Many of the figures found at Disneyland Paris come from the world of animation or from movies, but did you know that some have been created just for the park?
Imagineers love to dream up new figures for Disney Parks, such as the singing parrots in The Enchanted Tiki Room; Redd, the Mayor and all of the villagers in Pirates of the Caribbean; and Rex, the pilot in Star Tours. In this spirit, several original figures have made Disneyland Paris their home.
Main Street, U.S.A. is the place to live par excellence, as it is a typical turn-of-the-century street. If you listen closely, you’ll hear the inhabitants going about their daily lives, including tap dancing lessons on Flower Street and piano lessons on Market Street. Above Victoria’s Home-Style Restaurant, a resident is brushing his teeth. Speaking of teeth – there’s even a dental school run by Dr. E.S. Bitz, whose name bears a striking resemblance to the Imagineer who was in charge of Main Street, U.S.A., Eddie Sotto.
One of the most important Main Street, U.S.A. figures is, without a doubt, the hairdresser in charge of Dapper Dan’s Hair Cuts on Flower Street. He not only cuts hair, but tends to guests’ mustaches and goatees!
In Discoveryland, Buzz Lightyear Laser Blast is home to a figure who doesn’t really belong to the world of “Toy Story.” It’s Nine-Eye, a robot created for The Visionarium that occupied the same building between 1992 and 2004. This attraction’s primary goal was to highlight French and European heritage through a 360-degree film. However, Imagineers wanted to go beyond a documentary and take the audience on a real, immersive adventure. It’s in this context that they imagined Nine-Eye, a robot who films environments and eras it discovers, thanks to a “Timekeeper” sending images to earthlings visiting Disneyland Paris through a large circular screen. Today, when not traveling to a distant galaxy on board Star Tours: The Adventures Continue, you can still see Nine-Eye at the place where the robot became famous.
Meanwhile, in Fantasyland, while most of the residents come from Disney classics, one is unique – the Dragon whose lair is located under Sleeping Beauty Castle. There, you would expect Maleficent, but no! Accessible directly via the staircase from the shop Merlin L’Echanteur, this retreat attests to the links between the creature and the magician who found him a comfortable refuge there. When Disneyland Park opened, the Dragon—at nearly 10 feet high, more than 75 feet long and weighing more than two tons—was the largest Audio-Animatronic figure in the world. He’s definitely a friend who you should never make angry!

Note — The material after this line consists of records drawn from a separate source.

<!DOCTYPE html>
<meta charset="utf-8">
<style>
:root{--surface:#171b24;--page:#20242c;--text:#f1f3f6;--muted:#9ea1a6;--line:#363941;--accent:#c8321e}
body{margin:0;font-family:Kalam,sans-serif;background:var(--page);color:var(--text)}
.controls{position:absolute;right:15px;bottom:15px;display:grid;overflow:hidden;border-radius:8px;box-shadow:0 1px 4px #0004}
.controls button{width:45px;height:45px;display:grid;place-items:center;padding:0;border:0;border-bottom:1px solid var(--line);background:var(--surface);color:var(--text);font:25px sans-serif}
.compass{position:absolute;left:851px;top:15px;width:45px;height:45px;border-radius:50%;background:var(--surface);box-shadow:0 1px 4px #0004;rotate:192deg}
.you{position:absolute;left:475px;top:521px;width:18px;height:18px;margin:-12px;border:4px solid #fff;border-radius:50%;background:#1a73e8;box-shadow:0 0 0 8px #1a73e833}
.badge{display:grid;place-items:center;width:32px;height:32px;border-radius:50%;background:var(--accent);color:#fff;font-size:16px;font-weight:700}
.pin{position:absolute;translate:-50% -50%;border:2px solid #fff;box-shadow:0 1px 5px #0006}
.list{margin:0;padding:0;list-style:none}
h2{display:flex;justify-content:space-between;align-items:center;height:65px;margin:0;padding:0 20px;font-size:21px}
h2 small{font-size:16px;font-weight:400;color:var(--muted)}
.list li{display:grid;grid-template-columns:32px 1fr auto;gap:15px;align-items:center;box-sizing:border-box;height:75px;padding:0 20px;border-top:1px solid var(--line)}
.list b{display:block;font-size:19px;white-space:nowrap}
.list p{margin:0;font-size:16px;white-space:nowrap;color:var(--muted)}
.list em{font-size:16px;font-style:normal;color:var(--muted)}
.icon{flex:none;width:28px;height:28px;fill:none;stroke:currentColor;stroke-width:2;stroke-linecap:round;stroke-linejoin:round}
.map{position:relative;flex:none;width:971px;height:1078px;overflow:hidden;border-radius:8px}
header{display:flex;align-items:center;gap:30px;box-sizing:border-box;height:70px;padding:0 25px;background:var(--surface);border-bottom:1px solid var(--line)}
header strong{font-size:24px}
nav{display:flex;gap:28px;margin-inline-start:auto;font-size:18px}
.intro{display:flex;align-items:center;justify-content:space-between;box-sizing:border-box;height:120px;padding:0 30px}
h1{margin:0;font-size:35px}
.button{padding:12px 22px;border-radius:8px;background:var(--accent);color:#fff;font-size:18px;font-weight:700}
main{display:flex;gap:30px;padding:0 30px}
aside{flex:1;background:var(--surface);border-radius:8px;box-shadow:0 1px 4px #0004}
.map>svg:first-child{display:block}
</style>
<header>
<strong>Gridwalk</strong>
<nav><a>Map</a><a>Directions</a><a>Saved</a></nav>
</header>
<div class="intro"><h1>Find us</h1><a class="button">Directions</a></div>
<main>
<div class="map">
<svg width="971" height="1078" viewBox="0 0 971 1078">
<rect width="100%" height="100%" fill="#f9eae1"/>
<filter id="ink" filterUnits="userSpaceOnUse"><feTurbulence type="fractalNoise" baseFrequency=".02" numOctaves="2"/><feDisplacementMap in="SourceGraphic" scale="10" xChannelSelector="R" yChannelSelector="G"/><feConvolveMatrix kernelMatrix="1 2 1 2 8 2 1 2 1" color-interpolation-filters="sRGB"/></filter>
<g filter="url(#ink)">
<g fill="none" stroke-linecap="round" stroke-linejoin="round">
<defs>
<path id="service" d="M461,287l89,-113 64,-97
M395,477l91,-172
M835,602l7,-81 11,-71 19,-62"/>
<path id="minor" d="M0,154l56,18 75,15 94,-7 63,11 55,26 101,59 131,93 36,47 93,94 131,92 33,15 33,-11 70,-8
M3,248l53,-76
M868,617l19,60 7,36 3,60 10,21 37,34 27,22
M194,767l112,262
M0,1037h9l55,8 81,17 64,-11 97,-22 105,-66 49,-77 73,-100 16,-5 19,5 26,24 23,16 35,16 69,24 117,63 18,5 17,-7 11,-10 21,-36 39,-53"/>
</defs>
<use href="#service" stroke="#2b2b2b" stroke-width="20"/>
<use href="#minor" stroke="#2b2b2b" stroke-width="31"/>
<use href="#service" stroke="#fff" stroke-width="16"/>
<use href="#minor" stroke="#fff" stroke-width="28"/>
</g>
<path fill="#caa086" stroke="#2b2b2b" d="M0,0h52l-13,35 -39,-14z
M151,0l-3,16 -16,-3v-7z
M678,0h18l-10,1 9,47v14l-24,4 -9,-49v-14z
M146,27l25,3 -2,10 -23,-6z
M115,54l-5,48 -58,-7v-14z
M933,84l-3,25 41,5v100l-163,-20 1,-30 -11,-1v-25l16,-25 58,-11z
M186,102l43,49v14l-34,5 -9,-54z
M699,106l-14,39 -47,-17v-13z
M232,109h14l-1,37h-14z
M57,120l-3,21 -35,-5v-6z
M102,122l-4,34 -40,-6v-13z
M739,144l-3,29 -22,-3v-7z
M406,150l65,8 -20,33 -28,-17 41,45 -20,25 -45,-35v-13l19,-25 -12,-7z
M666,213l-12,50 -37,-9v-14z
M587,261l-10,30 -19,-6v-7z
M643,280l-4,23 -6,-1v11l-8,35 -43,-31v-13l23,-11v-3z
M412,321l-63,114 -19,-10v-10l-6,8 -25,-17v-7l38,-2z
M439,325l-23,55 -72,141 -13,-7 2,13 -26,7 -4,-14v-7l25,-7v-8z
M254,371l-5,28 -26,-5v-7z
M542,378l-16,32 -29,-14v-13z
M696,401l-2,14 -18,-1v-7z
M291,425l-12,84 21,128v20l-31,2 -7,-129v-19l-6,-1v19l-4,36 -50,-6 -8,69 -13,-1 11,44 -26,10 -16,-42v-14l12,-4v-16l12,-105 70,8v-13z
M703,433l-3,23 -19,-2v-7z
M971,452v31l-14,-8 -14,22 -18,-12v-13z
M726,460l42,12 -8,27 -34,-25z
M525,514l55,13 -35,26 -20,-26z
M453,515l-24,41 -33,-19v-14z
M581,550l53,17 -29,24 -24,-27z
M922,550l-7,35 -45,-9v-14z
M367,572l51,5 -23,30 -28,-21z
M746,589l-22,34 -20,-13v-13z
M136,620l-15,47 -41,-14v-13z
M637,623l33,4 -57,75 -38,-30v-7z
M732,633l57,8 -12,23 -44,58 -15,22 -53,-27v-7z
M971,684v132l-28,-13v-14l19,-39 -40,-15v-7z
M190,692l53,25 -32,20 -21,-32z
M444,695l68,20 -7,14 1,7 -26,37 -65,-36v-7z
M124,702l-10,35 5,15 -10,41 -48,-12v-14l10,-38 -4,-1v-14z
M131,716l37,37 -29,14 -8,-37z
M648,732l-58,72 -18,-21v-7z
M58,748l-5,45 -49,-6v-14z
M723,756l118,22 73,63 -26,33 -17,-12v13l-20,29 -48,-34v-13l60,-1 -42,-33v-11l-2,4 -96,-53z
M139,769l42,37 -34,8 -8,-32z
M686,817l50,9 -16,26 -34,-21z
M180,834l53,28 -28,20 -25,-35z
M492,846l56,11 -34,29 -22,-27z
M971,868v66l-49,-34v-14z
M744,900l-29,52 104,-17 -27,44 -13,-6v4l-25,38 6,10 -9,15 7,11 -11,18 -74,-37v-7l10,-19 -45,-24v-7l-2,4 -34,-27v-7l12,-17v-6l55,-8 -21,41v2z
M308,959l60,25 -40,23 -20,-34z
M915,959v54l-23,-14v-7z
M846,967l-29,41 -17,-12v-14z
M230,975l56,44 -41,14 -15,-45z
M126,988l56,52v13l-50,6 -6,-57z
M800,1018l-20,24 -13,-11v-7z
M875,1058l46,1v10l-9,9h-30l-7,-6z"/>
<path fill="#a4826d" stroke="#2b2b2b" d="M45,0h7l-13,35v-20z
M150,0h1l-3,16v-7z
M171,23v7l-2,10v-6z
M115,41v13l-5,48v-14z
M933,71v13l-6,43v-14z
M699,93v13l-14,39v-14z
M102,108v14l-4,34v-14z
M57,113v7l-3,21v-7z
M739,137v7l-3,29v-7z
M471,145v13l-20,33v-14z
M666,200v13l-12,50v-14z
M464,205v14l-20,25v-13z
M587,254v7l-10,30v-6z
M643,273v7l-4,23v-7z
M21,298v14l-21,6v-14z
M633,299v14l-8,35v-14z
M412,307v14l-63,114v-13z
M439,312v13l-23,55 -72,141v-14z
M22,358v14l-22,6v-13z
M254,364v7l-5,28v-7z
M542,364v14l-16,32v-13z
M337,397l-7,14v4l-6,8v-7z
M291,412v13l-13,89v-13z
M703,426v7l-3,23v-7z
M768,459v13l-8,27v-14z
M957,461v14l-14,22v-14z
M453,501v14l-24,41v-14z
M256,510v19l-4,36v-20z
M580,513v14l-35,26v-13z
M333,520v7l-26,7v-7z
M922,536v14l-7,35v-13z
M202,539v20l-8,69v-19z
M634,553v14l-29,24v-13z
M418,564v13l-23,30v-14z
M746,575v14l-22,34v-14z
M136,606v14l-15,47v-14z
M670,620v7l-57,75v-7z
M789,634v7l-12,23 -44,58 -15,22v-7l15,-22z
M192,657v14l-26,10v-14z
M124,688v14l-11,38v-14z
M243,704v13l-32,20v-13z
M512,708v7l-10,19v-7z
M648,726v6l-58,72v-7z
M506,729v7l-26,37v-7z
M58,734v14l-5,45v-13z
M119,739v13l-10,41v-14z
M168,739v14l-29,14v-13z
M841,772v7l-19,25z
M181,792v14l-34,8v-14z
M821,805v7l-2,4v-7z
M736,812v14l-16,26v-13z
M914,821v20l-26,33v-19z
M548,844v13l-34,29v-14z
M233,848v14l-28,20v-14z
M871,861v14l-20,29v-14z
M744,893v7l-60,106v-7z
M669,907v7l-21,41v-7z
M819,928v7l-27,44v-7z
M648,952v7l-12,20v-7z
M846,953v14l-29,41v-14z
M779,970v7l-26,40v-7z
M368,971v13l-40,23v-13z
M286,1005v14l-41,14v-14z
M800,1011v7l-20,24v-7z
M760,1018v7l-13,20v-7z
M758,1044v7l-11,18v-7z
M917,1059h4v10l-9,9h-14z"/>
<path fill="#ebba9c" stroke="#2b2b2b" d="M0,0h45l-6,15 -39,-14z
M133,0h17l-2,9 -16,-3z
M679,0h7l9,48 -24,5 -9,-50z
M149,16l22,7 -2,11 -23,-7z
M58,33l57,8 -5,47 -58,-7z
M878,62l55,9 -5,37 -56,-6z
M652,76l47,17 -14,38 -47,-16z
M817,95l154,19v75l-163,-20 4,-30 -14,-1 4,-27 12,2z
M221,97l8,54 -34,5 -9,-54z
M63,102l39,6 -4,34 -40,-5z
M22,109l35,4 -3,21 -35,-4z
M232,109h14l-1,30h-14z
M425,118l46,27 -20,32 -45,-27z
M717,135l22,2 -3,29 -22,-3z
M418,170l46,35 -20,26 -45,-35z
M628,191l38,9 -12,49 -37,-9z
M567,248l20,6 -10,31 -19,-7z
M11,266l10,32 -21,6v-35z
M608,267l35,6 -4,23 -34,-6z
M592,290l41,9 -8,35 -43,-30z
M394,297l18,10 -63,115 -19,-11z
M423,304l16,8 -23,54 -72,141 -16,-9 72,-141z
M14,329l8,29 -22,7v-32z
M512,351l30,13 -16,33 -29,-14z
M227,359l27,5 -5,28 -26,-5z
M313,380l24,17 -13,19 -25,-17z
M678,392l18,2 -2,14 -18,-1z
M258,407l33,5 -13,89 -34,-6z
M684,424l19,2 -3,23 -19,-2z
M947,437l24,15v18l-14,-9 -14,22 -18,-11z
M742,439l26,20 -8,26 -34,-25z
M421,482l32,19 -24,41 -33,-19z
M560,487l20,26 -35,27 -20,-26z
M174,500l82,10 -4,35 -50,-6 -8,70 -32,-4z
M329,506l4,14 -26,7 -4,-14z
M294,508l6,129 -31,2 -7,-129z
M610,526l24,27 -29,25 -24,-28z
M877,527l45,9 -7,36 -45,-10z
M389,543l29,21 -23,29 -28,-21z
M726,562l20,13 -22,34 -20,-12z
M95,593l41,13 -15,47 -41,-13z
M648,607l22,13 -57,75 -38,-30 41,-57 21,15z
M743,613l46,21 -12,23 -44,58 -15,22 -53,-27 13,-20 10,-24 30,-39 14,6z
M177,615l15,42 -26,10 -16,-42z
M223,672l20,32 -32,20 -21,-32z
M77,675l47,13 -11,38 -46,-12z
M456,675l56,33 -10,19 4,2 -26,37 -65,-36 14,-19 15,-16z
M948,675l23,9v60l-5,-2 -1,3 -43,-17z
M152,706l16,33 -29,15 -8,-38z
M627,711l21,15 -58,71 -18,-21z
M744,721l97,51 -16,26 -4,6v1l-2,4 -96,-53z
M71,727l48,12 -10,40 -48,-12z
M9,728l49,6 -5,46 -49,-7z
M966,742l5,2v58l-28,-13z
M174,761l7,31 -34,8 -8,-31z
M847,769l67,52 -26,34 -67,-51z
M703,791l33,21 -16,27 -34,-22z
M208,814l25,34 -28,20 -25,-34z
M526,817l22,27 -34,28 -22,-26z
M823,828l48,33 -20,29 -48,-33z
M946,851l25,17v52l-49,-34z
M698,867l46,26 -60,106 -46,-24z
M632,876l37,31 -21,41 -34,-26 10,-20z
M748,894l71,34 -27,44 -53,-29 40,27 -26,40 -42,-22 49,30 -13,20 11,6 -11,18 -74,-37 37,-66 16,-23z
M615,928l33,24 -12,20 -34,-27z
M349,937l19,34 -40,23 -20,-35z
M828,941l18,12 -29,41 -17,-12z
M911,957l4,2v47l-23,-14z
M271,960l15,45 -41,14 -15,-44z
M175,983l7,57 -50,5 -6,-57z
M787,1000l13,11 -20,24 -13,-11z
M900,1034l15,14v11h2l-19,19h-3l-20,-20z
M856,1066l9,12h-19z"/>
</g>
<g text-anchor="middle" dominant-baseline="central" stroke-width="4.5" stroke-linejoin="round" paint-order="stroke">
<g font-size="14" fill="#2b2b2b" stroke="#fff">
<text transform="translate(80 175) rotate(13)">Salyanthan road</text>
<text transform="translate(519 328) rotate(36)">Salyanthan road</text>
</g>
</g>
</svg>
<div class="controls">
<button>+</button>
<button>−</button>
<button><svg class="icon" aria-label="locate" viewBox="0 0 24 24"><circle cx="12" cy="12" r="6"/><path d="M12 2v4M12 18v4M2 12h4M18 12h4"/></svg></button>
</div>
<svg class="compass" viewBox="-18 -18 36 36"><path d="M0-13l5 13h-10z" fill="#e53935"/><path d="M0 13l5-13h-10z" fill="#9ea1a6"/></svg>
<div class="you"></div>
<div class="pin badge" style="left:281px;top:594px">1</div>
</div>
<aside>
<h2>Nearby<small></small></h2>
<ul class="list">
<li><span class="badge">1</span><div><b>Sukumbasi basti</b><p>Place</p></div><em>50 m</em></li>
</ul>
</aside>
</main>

Adventureland offers an ideal getaway for all budding travelers and explorers, but it’s also the realm of wild animals. So when the two worlds meet, it sometimes gives rise to exciting stories like at the shop La Girafe Curieuse (Tout pour le Safari). According to legend, the vehicle parked at the entrance belonged to a merchant who was traveling through the African desert. A giraffe was so intrigued by this off-road vehicle that it stayed in the middle of the road and caused an accident in front of a building in ruins. The merchant finally decided to set up his store there and ever since that day, the giraffe, while enjoying a few blades of grass, regularly slides its head through a specially-designed window to observe the explorers who visit to buy their equipment.
And finally, there’s Frontierland, a particularly “populated” area of the park. Of course, Melanie and Henry Ravenswood are still haunting the corridors of Phantom Manor, but they are not the only residents of Thunder Mesa… far from it.
As we cruise through Rivers of the Wild West on the Molly Brown, we see Old Joe waiting for fish to bite his line, under the dubious eye of his dog, Moonshine. Disneyland Paris Imagineers were inspired by Beacon Joe for this iconic figure. He was another great fisherman created by the legendary Marc Davis, who can be seen on the shores of Rivers of America at Walt Disney World Resort’s Magic Kingdom.
We must not forget the city’s public figures and other business owners, such as Sheriff Will Ketchum, Mayor Artemus L. Hector, Lucky Nugget Saloon owner Diamond Lil and mortician J. Nutterville. These names are sometimes humorous or evoke memories as if they came from another time. in fact, did you know that in the beginning, the itinerant pharmacist “Doc Wassel” was to be called “Wes Stern”? What could be more appropriate!